Figure 3 also presents the Allan deviations of the differential frequencies \(\Delta \nu _{{\text{d}}}^{{{\text{meas}}}}\) in two systems normalized to the optical transition frequency. As mentioned above, fluctuations \(\Delta \nu _{{\text{d}}}^{{{\text{meas}}}}\) are due to noise in the magnetic field, as well as to projection and readout noise. The deviation \(\Delta \nu _{{\text{d}}}^{{{\text{meas}}}}\) in the compact system after 200‑s averaging is less than 2 × 10–17 (violet points). This result is very hopeful because it confirms that a significant part of noise sources in our compact optical clock makes a contribution less than 2 × 10–17, which makes it possible to expect the corresponding comparison accuracy in future. At the same time, this contribution in the main system (green points) is (3–8) × 10–16, which is more than an order of magnitude larger. As mentioned above, this is due to higher fluctuations of the magnetic field and to a smaller number of atoms.
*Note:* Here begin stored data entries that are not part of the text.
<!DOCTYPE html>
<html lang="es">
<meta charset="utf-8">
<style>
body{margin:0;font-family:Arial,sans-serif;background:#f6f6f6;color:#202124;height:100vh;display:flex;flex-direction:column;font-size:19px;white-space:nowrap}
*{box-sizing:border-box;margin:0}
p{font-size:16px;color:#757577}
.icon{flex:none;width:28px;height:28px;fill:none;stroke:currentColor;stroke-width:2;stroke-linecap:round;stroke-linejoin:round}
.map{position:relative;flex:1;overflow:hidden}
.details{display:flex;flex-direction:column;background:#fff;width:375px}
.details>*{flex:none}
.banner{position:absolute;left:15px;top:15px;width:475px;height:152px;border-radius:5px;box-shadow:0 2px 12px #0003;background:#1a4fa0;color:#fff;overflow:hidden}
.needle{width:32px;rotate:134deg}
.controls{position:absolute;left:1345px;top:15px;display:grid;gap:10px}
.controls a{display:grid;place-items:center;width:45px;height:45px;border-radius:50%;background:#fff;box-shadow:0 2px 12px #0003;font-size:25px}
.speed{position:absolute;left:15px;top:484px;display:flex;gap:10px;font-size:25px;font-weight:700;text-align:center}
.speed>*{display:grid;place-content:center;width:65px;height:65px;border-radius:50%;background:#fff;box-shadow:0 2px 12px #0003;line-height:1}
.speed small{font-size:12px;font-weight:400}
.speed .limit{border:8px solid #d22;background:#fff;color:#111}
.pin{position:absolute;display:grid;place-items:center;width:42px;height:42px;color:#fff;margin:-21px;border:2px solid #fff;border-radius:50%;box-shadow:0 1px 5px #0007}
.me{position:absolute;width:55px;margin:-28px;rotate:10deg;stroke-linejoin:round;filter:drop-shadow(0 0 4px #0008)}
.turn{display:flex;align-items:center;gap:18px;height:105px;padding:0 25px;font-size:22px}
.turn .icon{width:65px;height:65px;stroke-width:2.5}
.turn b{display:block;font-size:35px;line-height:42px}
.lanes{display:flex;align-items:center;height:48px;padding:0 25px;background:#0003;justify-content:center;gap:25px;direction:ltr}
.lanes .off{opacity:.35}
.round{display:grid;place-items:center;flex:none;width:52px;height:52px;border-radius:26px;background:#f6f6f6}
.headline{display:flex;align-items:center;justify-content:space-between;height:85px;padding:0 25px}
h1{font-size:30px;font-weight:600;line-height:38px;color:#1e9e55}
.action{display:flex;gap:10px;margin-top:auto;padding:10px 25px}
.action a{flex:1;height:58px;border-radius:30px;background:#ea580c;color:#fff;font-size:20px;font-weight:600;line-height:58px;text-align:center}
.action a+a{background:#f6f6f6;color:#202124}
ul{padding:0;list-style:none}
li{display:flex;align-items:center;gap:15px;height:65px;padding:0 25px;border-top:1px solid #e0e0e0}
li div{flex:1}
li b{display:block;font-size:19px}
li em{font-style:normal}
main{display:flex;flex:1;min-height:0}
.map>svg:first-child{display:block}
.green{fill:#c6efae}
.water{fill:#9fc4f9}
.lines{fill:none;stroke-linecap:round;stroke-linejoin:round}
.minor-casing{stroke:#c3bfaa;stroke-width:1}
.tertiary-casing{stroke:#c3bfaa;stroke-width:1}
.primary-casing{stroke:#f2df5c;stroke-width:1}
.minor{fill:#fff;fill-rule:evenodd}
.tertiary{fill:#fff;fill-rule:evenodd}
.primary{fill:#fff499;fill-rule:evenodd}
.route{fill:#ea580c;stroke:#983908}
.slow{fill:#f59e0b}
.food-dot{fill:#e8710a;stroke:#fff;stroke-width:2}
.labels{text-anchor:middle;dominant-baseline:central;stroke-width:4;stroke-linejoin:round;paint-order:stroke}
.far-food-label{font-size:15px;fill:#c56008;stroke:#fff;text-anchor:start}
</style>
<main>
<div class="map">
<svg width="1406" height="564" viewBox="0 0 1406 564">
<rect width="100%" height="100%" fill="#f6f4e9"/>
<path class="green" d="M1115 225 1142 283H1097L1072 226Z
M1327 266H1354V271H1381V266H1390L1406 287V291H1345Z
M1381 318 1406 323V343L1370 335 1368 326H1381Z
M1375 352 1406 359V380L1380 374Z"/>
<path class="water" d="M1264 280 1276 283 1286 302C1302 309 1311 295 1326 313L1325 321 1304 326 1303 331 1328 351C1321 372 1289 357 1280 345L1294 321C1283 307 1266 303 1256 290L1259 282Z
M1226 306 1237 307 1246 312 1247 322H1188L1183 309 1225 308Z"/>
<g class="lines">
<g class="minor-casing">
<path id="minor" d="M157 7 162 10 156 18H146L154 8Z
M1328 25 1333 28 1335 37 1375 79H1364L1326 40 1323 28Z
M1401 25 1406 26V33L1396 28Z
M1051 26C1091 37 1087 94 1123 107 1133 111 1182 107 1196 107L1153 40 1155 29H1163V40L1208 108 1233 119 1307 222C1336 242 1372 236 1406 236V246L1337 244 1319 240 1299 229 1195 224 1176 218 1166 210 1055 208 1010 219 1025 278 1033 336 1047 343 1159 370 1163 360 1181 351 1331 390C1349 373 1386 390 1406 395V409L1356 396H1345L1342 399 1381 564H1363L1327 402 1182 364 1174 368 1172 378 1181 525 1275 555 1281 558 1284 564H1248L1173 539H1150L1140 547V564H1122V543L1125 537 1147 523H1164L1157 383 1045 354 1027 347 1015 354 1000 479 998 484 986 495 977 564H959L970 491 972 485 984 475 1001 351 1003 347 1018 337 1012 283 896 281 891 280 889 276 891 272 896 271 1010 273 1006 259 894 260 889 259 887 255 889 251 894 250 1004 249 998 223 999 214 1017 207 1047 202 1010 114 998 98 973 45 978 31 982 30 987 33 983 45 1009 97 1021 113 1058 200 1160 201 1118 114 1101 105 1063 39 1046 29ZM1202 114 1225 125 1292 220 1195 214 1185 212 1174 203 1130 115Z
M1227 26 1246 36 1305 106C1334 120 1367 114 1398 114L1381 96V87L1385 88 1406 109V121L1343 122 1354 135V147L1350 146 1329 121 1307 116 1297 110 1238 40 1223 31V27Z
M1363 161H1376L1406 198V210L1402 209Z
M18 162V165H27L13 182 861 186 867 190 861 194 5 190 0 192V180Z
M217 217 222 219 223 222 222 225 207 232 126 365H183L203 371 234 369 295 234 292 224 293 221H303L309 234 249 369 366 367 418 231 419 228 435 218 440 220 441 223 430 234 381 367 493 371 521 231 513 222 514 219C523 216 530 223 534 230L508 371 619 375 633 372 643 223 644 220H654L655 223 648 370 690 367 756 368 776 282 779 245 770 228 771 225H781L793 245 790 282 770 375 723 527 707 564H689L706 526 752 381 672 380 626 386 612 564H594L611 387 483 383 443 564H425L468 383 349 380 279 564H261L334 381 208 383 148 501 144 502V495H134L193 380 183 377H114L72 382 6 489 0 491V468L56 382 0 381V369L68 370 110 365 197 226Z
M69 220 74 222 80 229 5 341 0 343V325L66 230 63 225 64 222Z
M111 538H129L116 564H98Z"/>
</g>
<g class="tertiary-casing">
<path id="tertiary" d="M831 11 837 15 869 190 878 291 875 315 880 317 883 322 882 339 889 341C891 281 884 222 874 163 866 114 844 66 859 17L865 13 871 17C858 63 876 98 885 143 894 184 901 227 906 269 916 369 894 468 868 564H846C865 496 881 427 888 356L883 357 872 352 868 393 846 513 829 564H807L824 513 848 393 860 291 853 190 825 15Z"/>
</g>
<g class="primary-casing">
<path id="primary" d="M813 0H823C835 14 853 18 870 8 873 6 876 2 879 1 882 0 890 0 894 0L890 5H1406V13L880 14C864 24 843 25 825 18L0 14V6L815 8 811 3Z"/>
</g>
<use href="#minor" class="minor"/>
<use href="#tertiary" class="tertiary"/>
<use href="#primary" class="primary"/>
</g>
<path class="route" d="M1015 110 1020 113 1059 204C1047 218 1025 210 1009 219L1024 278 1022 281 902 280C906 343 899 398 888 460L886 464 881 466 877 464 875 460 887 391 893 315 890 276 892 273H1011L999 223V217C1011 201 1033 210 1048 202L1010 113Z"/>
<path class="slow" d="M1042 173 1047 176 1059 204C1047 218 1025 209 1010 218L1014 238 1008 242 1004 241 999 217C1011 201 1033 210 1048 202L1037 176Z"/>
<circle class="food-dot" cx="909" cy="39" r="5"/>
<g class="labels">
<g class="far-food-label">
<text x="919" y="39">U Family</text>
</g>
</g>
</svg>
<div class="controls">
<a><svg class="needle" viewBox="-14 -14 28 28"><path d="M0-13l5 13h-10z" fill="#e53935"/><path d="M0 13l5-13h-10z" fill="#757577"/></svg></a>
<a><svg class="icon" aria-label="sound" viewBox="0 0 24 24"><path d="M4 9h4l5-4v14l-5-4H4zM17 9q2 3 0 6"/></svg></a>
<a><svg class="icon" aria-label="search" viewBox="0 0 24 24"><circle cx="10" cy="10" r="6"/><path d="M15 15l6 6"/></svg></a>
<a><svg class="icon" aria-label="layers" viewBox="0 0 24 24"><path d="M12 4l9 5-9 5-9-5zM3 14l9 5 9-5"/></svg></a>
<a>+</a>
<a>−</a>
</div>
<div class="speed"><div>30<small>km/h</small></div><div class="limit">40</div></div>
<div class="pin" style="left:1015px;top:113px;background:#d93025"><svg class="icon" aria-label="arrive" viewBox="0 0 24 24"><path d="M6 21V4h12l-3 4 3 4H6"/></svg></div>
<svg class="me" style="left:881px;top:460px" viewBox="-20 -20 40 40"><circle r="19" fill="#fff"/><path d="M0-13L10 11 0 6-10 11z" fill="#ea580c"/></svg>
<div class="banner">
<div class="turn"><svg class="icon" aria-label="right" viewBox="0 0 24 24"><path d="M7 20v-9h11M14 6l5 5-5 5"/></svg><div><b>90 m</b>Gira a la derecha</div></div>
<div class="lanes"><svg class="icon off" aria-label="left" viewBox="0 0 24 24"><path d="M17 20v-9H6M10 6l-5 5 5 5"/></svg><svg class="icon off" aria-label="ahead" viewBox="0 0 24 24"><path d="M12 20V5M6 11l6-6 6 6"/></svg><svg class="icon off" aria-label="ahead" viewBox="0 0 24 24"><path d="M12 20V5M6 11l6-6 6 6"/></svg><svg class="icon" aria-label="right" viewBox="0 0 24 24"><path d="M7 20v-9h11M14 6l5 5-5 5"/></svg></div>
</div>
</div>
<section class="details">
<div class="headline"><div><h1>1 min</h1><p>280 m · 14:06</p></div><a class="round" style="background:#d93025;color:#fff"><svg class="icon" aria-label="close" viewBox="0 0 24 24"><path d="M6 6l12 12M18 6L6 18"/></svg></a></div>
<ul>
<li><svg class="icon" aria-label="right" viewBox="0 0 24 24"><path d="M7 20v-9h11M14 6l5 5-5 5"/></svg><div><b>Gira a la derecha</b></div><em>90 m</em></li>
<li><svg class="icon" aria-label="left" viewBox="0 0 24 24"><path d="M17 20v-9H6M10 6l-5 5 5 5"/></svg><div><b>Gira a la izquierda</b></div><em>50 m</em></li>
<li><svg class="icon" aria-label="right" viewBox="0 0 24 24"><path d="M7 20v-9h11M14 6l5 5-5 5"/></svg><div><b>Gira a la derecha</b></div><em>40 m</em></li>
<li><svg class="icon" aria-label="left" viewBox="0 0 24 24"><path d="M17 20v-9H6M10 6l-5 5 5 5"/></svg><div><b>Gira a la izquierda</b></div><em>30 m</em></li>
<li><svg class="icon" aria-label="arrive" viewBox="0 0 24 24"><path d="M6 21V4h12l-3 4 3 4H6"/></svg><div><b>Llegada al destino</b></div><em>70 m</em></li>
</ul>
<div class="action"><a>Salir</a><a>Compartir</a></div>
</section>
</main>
In turn, the observed instability of the difference in the synthetic frequency \(\nu _{{\text{s}}}^{{{\text{meas}}}}\) between two systems (red triangles) is also at a level of 10–16, which can be explained by the contribution from uncorrelated noise between two systems. In particular, it can be projection noise of the interrogated atomic ensemble in the main system and frequency fluctuations introduced by optical fibers through which radiation of the clock laser is delivered to each system. The last fluctuations can be eliminated by the active compensation [25], which is planned in the near future.

CONCLUSIONS

To summarize, we have reported the results of the first long-term comparison of two thulium optical clocks with 1-h measurements. The relative instability of the frequencies of two systems has reached 10–16 after 500 s of measurement, which is comparable with a number of foreign samples. We note that this value is extreme for microwave standards (active hydrogen masers, rubidium and cesium fountains) but its achievement requires averaging intervals longer than a day. To eliminate the effect of noise in the clock laser and the Dicke effect, we have used the synchronous interrogation method, where clock transitions are excited simultaneously in both systems. This has allowed us to reduce the instability of the measured frequency per second from \({{\sigma }_{L}} = 0.56\) Hz observed in an individual system to the value \({{\sigma }_{{\text{s}}}} = 0.15\) Hz for the difference between two synthetic frequencies. We note that the latter value is below the instability of the clock laser frequency \({{\sigma }_{L}} \approx 0.26\) Hz per second [26]. The reached instability of the frequency is more than a factor of 6 lower than that in measurements in a single system with the successive change of the parameters (e.g., the magnetic field) to determine their effect on the frequency [16]. We have also demonstrated that fluctuations of the magnetic field, which were about 1 mG in the main system, do not affect the synthetic clock frequency.

In turn, studying the differential frequency between two components of the clock transition, we estimated the contribution of intrinsic noise in the compact system as less than 2 × 10–17, which indicates that such an accuracy level can be reached when comparing two systems after some technical improvements.

It is noteworthy that the reached accuracy 10–16 of the measurement of the difference between the synthetic clock frequencies is already enough to observe the gravitational shift at a change in the relative height of atomic ensemble by 1 m. An increase in the reliability of individual laser systems and the amplifying cavity in the main setup together with the compensation of noise in optical fibers will allow longer measurements with a lower instability of the frequency comparison in the near future.